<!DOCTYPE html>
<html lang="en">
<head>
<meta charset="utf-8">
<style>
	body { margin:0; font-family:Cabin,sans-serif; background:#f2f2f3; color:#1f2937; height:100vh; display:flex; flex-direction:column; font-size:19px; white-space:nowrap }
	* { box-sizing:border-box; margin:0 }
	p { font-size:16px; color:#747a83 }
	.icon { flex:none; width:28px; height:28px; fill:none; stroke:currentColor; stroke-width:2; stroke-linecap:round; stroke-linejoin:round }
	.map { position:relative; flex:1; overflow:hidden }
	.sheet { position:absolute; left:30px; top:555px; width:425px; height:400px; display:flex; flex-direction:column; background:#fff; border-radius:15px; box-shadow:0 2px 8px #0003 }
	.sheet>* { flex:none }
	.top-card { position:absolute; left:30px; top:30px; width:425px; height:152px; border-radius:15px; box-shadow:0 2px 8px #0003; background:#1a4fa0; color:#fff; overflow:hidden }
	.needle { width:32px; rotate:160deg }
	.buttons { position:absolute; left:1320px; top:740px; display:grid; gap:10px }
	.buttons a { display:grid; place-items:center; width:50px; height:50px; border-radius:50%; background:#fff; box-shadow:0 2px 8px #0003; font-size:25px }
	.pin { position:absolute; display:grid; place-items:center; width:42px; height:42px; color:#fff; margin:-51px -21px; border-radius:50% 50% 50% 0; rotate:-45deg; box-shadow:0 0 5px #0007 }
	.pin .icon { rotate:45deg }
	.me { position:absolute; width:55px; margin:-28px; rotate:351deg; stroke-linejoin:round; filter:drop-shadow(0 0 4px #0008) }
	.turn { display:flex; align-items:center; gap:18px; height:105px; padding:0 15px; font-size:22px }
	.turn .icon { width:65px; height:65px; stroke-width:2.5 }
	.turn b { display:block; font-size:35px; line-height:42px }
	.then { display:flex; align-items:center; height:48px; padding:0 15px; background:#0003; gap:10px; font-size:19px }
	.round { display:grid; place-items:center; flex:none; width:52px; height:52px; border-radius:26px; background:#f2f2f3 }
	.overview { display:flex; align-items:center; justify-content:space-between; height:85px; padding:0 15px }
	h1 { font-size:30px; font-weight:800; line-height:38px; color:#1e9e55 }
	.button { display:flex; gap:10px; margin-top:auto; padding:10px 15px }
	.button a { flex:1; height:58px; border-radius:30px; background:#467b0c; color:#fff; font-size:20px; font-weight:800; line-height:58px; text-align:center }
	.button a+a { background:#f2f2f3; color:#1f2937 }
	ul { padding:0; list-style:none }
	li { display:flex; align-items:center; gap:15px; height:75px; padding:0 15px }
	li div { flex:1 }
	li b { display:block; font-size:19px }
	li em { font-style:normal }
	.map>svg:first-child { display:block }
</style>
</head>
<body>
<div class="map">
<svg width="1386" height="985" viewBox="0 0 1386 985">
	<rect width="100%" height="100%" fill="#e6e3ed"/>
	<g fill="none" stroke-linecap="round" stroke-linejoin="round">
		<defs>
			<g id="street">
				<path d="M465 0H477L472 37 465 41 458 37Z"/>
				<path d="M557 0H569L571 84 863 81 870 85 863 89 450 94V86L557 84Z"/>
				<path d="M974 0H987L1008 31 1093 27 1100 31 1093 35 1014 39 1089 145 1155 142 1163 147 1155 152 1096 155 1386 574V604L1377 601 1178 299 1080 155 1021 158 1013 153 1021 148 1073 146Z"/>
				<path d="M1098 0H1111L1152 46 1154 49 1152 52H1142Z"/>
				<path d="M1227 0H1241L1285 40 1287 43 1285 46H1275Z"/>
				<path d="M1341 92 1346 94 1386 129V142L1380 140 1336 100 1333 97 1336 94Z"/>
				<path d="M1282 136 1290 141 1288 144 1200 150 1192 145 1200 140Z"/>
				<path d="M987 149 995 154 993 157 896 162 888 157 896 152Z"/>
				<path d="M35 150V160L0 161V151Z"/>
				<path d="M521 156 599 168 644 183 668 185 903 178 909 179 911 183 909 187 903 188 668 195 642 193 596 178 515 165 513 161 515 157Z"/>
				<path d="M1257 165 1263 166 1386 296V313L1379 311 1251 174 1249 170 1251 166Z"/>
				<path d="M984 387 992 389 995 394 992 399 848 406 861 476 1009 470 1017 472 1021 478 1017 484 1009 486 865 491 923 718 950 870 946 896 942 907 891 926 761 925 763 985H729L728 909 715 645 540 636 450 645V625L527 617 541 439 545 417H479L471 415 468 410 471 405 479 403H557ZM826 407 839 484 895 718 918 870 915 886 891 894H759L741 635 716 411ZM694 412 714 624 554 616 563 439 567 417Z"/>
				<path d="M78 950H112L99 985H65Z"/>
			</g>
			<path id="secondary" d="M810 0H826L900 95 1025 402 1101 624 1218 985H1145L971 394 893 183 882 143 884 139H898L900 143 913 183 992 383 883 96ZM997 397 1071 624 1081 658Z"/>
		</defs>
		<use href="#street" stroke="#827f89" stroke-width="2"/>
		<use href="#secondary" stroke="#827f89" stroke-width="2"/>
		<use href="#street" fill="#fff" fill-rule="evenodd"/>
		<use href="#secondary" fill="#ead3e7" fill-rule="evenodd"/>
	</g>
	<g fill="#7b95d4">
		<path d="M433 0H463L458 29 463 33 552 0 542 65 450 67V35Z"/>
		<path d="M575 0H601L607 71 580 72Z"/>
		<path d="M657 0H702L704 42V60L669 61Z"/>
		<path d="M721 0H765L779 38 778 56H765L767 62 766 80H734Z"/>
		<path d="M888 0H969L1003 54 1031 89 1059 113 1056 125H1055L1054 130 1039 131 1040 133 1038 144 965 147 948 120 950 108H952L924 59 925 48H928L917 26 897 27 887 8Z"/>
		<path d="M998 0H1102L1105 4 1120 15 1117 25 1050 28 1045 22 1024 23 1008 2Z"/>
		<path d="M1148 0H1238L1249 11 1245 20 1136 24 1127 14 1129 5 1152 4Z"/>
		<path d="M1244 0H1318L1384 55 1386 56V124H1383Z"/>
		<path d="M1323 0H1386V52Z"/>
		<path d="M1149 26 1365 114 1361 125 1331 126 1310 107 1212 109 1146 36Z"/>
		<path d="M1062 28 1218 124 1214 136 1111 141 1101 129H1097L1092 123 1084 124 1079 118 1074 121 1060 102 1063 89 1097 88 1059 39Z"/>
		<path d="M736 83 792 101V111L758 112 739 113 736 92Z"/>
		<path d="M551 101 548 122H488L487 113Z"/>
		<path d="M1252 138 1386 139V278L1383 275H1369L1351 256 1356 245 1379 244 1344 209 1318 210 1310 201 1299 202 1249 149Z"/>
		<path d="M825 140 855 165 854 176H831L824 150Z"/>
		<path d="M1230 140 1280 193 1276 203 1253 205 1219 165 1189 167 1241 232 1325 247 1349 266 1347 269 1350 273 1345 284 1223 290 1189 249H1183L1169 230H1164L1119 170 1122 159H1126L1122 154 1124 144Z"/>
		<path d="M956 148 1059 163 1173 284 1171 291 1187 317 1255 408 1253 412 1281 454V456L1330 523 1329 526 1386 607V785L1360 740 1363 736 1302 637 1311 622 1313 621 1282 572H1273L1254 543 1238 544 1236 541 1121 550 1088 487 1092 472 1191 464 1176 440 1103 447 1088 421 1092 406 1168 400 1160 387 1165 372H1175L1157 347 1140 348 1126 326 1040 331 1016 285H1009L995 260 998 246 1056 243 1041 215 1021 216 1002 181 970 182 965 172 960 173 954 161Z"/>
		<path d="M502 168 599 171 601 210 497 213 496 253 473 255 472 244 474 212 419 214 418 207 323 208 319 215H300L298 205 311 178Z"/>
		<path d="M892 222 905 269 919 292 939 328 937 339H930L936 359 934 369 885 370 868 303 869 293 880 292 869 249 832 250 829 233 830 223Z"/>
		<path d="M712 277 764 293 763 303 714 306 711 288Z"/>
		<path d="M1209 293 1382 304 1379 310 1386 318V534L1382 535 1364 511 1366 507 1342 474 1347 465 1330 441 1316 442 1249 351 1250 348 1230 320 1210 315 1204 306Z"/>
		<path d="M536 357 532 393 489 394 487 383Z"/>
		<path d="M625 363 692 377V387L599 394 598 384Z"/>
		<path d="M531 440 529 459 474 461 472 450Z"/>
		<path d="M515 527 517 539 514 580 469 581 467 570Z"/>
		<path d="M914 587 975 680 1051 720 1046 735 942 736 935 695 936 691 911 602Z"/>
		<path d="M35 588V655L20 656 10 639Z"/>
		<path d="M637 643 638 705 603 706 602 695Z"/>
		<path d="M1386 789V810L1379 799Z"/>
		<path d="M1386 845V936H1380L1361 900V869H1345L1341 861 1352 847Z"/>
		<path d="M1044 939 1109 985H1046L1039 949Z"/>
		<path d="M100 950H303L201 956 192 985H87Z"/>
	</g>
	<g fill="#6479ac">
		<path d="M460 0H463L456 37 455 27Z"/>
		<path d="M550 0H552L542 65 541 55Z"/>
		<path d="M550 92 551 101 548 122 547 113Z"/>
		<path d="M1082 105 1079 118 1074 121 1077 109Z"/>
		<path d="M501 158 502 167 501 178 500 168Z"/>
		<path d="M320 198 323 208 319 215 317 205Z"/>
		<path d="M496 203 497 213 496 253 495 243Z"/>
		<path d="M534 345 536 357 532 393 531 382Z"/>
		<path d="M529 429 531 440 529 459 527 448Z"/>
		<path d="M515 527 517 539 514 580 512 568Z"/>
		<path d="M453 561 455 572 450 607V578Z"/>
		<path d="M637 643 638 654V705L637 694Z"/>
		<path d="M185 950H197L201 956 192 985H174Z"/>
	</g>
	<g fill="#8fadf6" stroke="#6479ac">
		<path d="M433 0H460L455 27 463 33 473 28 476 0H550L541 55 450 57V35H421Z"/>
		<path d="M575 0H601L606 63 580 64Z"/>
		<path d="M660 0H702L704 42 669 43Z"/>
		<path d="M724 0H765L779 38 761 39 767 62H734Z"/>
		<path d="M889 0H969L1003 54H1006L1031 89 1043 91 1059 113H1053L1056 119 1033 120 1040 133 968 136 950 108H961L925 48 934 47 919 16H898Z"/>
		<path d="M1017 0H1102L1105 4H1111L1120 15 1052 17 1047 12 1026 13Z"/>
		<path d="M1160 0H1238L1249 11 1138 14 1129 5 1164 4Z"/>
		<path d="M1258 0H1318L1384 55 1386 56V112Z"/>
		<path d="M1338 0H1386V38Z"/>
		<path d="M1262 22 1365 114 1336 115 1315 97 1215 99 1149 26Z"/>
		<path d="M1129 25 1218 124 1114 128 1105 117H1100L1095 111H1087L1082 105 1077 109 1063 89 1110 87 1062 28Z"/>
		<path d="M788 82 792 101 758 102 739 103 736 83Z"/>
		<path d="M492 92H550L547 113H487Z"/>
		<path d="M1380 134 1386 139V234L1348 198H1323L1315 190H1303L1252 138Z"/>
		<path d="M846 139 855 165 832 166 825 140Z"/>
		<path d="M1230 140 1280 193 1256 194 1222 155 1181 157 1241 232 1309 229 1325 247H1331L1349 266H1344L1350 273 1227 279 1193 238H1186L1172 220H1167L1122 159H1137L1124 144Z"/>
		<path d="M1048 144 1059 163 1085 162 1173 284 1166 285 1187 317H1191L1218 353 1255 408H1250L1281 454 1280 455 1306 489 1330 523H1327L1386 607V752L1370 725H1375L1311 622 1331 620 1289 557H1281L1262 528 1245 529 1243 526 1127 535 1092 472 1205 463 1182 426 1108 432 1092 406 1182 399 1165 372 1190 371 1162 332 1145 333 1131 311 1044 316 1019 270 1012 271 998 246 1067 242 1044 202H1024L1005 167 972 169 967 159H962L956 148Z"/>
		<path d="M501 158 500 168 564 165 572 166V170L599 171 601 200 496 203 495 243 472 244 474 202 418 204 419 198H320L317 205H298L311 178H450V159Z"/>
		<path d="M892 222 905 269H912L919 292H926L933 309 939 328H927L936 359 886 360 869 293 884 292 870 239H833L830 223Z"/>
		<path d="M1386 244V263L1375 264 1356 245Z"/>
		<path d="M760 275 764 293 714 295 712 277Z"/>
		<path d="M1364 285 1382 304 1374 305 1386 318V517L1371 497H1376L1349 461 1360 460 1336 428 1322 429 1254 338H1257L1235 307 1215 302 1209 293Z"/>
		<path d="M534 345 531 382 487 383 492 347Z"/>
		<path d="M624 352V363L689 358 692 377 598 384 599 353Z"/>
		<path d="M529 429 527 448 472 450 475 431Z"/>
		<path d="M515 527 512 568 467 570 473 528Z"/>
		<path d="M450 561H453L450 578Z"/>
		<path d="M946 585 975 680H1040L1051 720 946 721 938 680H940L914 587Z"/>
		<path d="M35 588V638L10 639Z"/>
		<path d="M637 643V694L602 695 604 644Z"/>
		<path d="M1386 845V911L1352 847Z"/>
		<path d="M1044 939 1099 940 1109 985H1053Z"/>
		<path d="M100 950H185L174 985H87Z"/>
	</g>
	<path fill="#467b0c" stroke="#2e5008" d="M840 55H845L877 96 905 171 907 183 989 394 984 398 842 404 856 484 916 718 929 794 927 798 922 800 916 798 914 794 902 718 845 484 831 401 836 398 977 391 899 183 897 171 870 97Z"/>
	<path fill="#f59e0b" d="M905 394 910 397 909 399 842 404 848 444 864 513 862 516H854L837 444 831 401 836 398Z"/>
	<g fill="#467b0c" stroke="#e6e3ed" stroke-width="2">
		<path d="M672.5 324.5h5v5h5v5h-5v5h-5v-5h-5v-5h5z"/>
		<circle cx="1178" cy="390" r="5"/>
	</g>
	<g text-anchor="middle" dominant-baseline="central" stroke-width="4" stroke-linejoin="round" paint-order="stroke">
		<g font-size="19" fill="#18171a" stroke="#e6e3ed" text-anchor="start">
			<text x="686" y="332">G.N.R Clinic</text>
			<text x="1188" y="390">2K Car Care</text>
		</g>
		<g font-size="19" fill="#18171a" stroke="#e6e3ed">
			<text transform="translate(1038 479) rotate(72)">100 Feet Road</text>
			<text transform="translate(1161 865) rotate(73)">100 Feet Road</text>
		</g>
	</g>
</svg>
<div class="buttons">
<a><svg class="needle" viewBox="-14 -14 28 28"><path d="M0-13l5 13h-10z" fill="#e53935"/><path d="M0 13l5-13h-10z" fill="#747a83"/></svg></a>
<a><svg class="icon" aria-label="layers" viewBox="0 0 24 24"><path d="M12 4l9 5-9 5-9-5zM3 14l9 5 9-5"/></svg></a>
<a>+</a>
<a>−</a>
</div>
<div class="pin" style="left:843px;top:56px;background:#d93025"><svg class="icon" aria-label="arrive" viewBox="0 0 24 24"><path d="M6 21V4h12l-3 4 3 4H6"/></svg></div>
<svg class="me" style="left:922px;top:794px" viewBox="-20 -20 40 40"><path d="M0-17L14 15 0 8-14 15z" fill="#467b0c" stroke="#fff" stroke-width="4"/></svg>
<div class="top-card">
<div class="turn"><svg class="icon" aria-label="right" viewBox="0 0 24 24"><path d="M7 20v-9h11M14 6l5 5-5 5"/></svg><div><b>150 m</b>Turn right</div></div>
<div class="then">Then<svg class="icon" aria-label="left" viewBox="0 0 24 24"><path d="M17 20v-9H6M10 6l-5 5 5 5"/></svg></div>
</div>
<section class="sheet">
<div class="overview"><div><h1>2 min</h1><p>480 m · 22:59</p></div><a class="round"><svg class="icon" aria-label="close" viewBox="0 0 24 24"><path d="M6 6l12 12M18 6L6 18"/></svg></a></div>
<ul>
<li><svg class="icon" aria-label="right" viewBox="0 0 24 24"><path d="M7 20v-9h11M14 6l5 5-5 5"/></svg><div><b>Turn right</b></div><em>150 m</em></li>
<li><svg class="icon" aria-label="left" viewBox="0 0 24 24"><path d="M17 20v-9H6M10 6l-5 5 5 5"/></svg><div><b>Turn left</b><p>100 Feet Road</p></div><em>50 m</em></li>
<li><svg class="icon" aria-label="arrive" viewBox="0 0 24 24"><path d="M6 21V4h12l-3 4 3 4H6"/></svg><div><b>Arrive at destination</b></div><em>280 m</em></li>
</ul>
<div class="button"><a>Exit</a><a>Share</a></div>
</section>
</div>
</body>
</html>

● Task requirements:
Using only the data above, copy out the lines that include the word "shadow".

● Output for this exercise:
	.sheet { position:absolute; left:30px; top:555px; width:425px; height:400px; display:flex; flex-direction:column; background:#fff; border-radius:15px; box-shadow:0 2px 8px #0003 }
	.top-card { position:absolute; left:30px; top:30px; width:425px; height:152px; border-radius:15px; box-shadow:0 2px 8px #0003; background:#1a4fa0; color:#fff; overflow:hidden }
	.buttons a { display:grid; place-items:center; width:50px; height:50px; border-radius:50%; background:#fff; box-shadow:0 2px 8px #0003; font-size:25px }
	.pin { position:absolute; display:grid; place-items:center; width:42px; height:42px; color:#fff; margin:-51px -21px; border-radius:50% 50% 50% 0; rotate:-45deg; box-shadow:0 0 5px #0007 }
	.me { position:absolute; width:55px; margin:-28px; rotate:351deg; stroke-linejoin:round; filter:drop-shadow(0 0 4px #0008) }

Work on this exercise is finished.